Definition at line 134 of file cassandra_utils.py.

def pandas_dataframe_factory(colnames: list[str], rows: list[tuple]) -> pandas.DataFrame:
    """Create pandas DataFrame from Cassandra result set.
 
    Parameters
    ----------
    colnames : `list` [ `str` ]
        Names of the columns.
    rows : `list` of `tuple`
        Result rows.
 
    Returns
    -------
    catalog : `pandas.DataFrame`
        DataFrame with the result set.
 
    Notes
    -----
    When using this method as row factory for Cassandra, the resulting
    DataFrame should be accessed in a non-standard way using
    `ResultSet._current_rows` attribute.
    """
    return pandas.DataFrame.from_records(rows, columns=colnames)
 
 

◆ quote_id()

str lsst.dax.apdb.cassandra_utils.quote_id ( str columnName )

Smart quoting for column names. Lower-case names are not quoted.

Definition at line 293 of file cassandra_utils.py.

def quote_id(columnName: str) -> str:
    """Smart quoting for column names. Lower-case names are not quoted."""
    if not columnName.islower():
        columnName = '"' + columnName + '"'
    return columnName

◆ raw_data_factory()

ApdbCassandraTableData lsst.dax.apdb.cassandra_utils.raw_data_factory	(	list[str]	colnames,
		list[tuple]	rows )

Make 2-element tuple containing unmodified data: list of column names
and list of rows.

Parameters
----------
colnames : `list` [ `str` ]
    Names of the columns.
rows : `list` of `tuple`
    Result rows.

Returns
-------
data : `ApdbCassandraTableData`
    Input data wrapped into ApdbCassandraTableData.

Notes
-----
When using this method as row factory for Cassandra, the resulting
object should be accessed in a non-standard way using
`ResultSet._current_rows` attribute.

Definition at line 158 of file cassandra_utils.py.

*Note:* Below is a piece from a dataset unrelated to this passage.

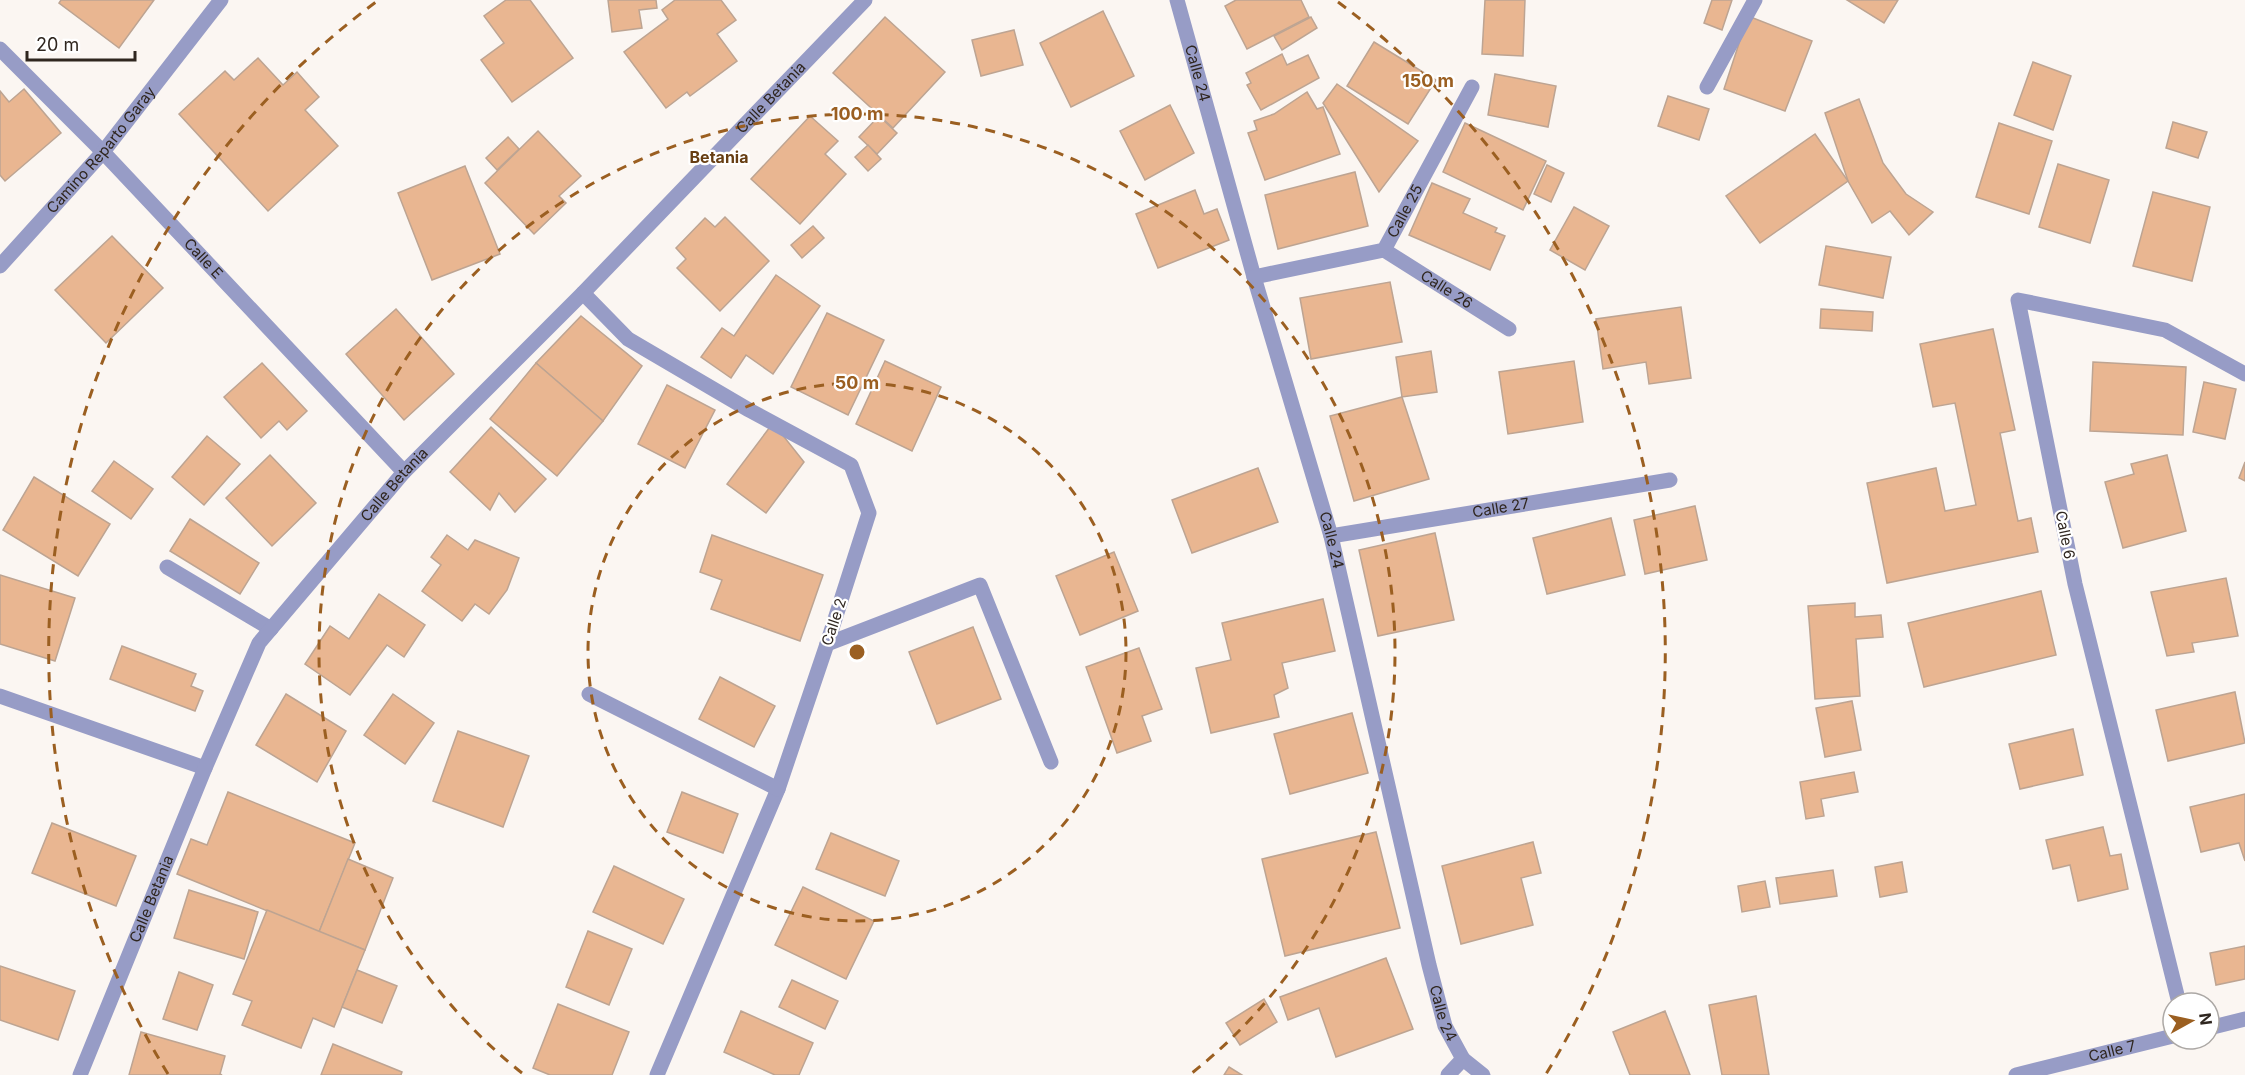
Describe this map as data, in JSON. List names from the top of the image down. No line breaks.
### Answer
{"streets":{"street":["Calle 24","Calle Betania","Camino Reparto Garay","Calle 25","Calle E","Calle 26","Calle 27","Calle 6","Calle 2","Calle 7"]},"crossings":[["Calle 24","Calle 25"],["Calle 24","Calle 27"],["Calle Betania","Calle E"],["Calle Betania","Calle 2"],["Camino Reparto Garay","Calle E"],["Calle 25","Calle 26"]],"districts":["Betania"],"scale_bar":"20 m","north":"right","rings":["150 m","100 m","50 m"]}
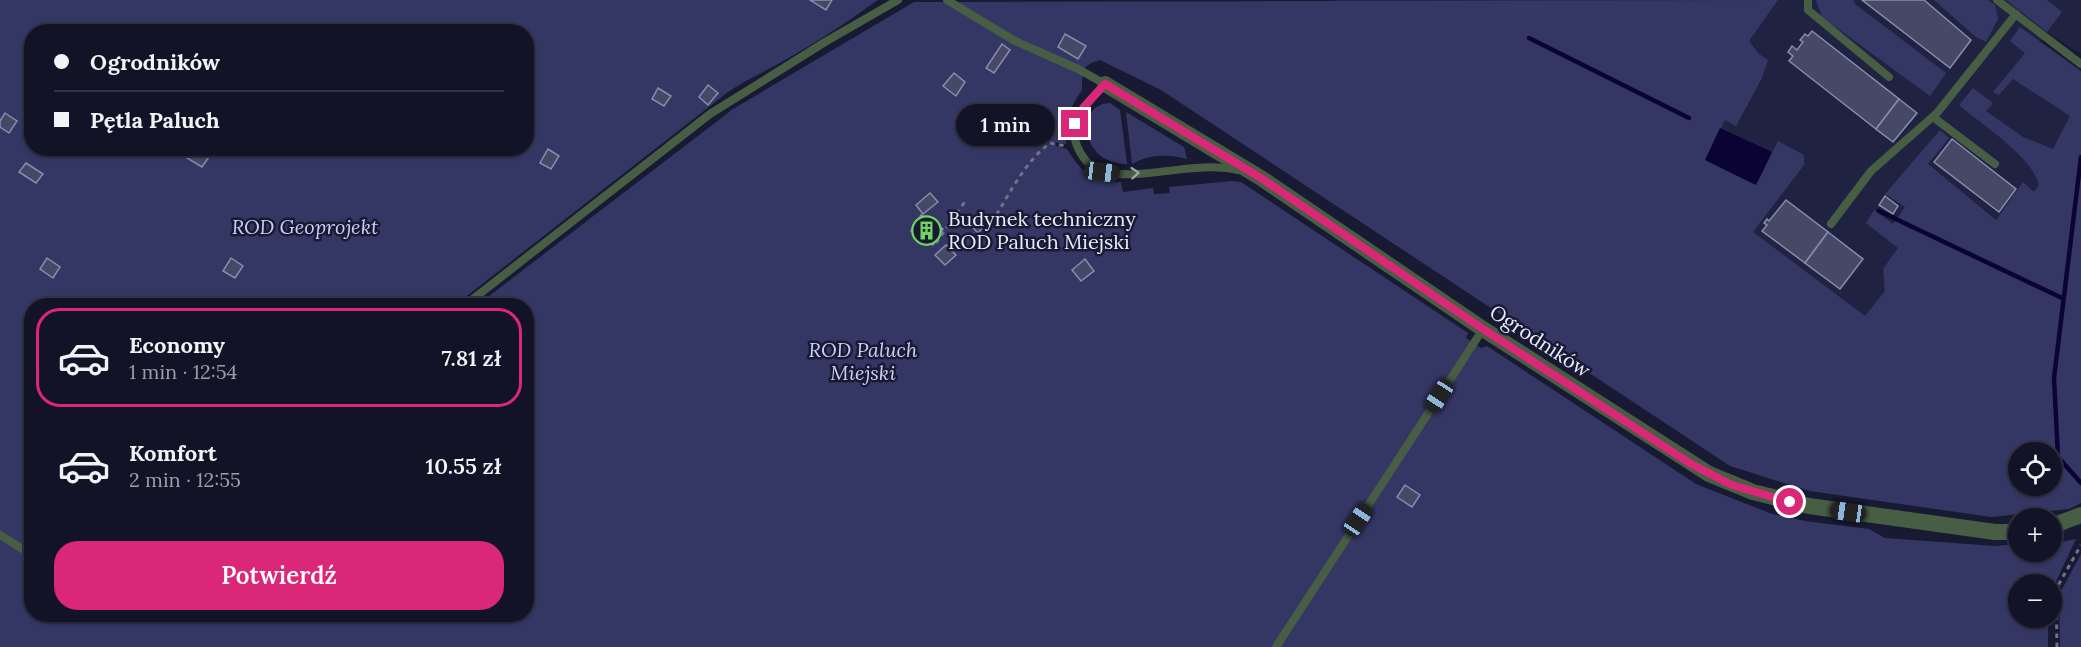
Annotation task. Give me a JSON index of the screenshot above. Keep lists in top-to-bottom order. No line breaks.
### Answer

def raw_data_factory(colnames: list[str], rows: list[tuple]) -> ApdbCassandraTableData:
    """Make 2-element tuple containing unmodified data: list of column names
    and list of rows.
 
    Parameters
    ----------
    colnames : `list` [ `str` ]
        Names of the columns.
    rows : `list` of `tuple`
        Result rows.
 
    Returns
    -------
    data : `ApdbCassandraTableData`
        Input data wrapped into ApdbCassandraTableData.
 
    Notes
    -----
    When using this method as row factory for Cassandra, the resulting
    object should be accessed in a non-standard way using
    `ResultSet._current_rows` attribute.
    """
    return ApdbCassandraTableData(colnames, rows)
 
 

◆ select_concurrent()

pandas.DataFrame \| ApdbCassandraTableData \| list lsst.dax.apdb.cassandra_utils.select_concurrent	(	Session	session,
		list[tuple]	statements,
		str	execution_profile,
		int	concurrency )

Execute bunch of queries concurrently and merge their results into
a single result.

Parameters
----------
statements : `list` [ `tuple` ]
    List of statements and their parameters, passed directly to
    ``execute_concurrent()``.
execution_profile : `str`
    Execution profile name.

Returns
-------
result
    Combined result of multiple statements, type of the result depends on
    specific row factory defined in execution profile. If row factory is
    `pandas_dataframe_factory` then pandas DataFrame is created from a
    combined result. If row factory is `raw_data_factory` then
    `ApdbCassandraTableData` is built from all records. Otherwise a list of
    rows is returned, type of each row is determined by the row factory.

Notes
-----
This method can raise any exception that is raised by one of the provided
statements.

Definition at line 183 of file cassandra_utils.py.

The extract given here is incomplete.